Strikingly, the lack of TRAF6 auto-ubiquitination also resulted in the loss of NEMO ubiquitination, suggesting that TRAF6 may also be the E3 for NEMO. Up to now, the E3 for NEMO has been obscure. In the TNF pathway, cIAP1 was shown to be the E3 for NEMO ubiquitination (26
), while the E3 for NOD2- or Bcl10-induced NEMO ubiquitination has not been identified (25
). In this regard, because TRAF6 and TRAF2 appear to be the common elements in these pathways, it is possible that TRAFs are the unifying E3s for NEMO ubiquitination (32
). Indeed, we have clearly demonstrated that TRAF6 serves as an E3 for NEMO ubiquitination using recombinant proteins, which is further supported by the lack of NEMO ubiquitination in TRAF6-deficient MEFs reconstituted with either a TRAF6 RING or K124R mutant. The failure of NEMO ubiquitination with these two TRAF6 mutants, may reflect the loss of recruitment of NEMO to the TRAF6 complex, because neither of these TRAF6 mutants are ubiquitinated. Consistent with this hypothesis, recent data have emerged implicating proteins with binding-specificity towards Lys-63-linked poly-Ub chains. Two such molecules TAB2 (or TAB3) through its C-terminal zinc finger domain and NEMO through a novel Ub-binding domain have been shown to preferentially bind Lys-63-linked poly Ub chains (10
) (B. G. D., unpublished observations). These data may explain the necessity of Lys-63-linked auto-ubiquitination of TRAF6 to facilitate the recruitment and activation of the IKK complex. Nevertheless, the functional mechanism of ubiquitinated NEMO in assisting the activation of IKK remains to be investigated. One way to resolve these questions would be to identify the Ub acceptor sites on NEMO and assess the functional effects of eliminating them, which is currently under investigation.

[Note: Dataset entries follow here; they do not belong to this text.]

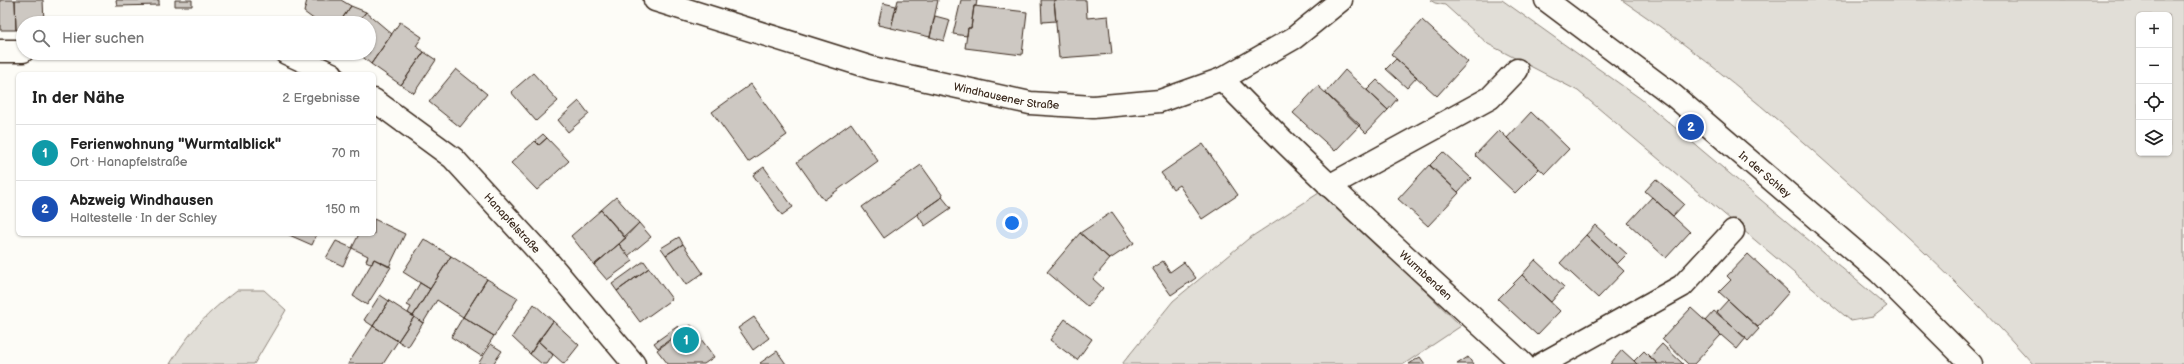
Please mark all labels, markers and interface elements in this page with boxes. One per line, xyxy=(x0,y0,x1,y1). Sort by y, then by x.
map controls xyxy=(2136,12,2172,156)
button: + xyxy=(2136,12,2172,48)
search box xyxy=(16,16,376,60)
icon: search xyxy=(30,27,52,49)
text: Hier suchen xyxy=(62,29,144,48)
button: − xyxy=(2136,48,2172,84)
street label: Windhausener Straße xyxy=(953,80,1060,111)
button: locate xyxy=(2136,84,2172,120)
text: In der Nähe xyxy=(32,88,125,108)
text: 2 Ergebnisse xyxy=(282,90,360,106)
pin: 2 xyxy=(1678,112,1704,142)
button: layers xyxy=(2136,120,2172,156)
text: Ferienwohnung "Wurmtalblick" xyxy=(70,135,281,154)
text: 1 xyxy=(42,145,48,161)
text: 70 m xyxy=(332,145,360,161)
street label: In der Schley xyxy=(1736,148,1794,200)
text: Ort · Hanapfelstraße xyxy=(70,154,188,170)
street label: Hanapfelstraße xyxy=(482,190,543,256)
text: Abzweig Windhausen xyxy=(70,191,213,210)
text: 2 xyxy=(41,201,49,217)
text: 150 m xyxy=(326,201,360,217)
text: Haltestelle · In der Schley xyxy=(70,210,217,226)
your location xyxy=(1002,213,1022,233)
street label: Wurmbenden xyxy=(1397,248,1455,302)
pin: 1 xyxy=(673,325,699,355)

In summary, the data presented here may provide molecular insight into the non-traditional role of Ub in TRAF6 signaling. In particular, we have shown that site-specific auto-ubiquitination of TRAF6 via the Lys-63 linkage is crucial for the activation of downstream kinases and transcription factors and further define a role of TRAF6 auto-ubiquitination in regulating osteoclast differentiation. Site-specific TRAF6 auto-ubiquitination appears to be a prerequisite that initiates a cascade of further downstream ubiquitination events, including the ubiquitination of components in the TAK1 and IKK complexes. Further studies are required to determine the specific role of each of the ubiquitination events in TRAF6-mediated IKK activation.